I let him lead me away because that was what I wanted to do. What he was describing was a night I’d never had. Sure, I used to watch movies at my best friend’s house, but I’d never been out to dinner, not even once. And I didn’t know what people did to have fun. Why shouldn’t I have one night like this? Why shouldn’t I take a break?

That thought jarred me. I really couldn’t. I had to be at school in the morning and go to work the next day. “How late will we be out? I have all the obvious things tomorrow. Class. Work. I can’t… I’m not great when I’m exhausted.” I was always a little tired. That was the status quo for me, but there was a line. If I crossed it, I fell apart. Wow. I was sixteen. I sounded so old to myself. Was I aging backward? Like would I actually have energy and fun when I was sixty, since I was so constantly tired at sixteen?

“Do you work every day? We had school today, but we’re off tomorrow for some teacher thing.”

I laughed, throwing my head back. “Can you believe I had no idea what day it was?”

“I can because I just saw you do it.” His smile was huge as he pulled the car out of the parking lot. I knew nothing about cars, but his was obviously new. It just started—like, it wasn’t a game to see if it would—and it smelled clean and fresh without any kind of air freshener anywhere. “Do you work tomorrow?”

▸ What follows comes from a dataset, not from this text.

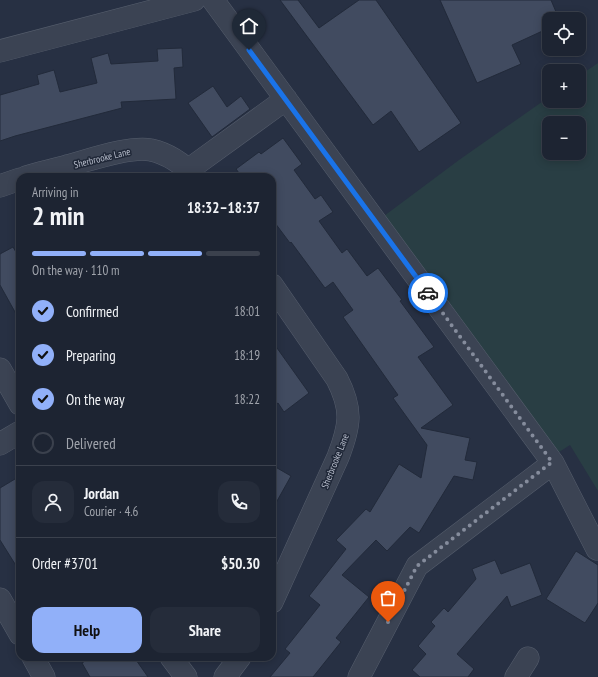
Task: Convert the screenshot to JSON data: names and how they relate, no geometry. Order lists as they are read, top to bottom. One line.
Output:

“No, unfortunately. They won’t let me work all seven days. I do work some Sundays. When I do, then I’m off Monday. Then I do the rest of the week until Saturday. Or I don’t work Sundays and it all shits. It’s complicated.” Sometimes, I couldn’t even keep it straight.

He frowned, his eyebrows sloping down when he did. “Remind me to never complain about how busy I feel ever again.”

“We all have our own version of busy. What do you do that makes you feel that way?” I didn’t want him to think of me as being too much, as too stressed, and not enough fun. I read all the memes talking about not feeling that way, about self-empowerment, but I wasn’t exactly sure how that worked when I felt like too much even in my own head. Maybe I really was just that.

He side-eyed me. “I play baseball and soccer. I do it basically to pacify my father, who wants us to look like model citizens so we don’t get looked at too much. Like, if you fit in just enough, then no one notices that you really don’t.”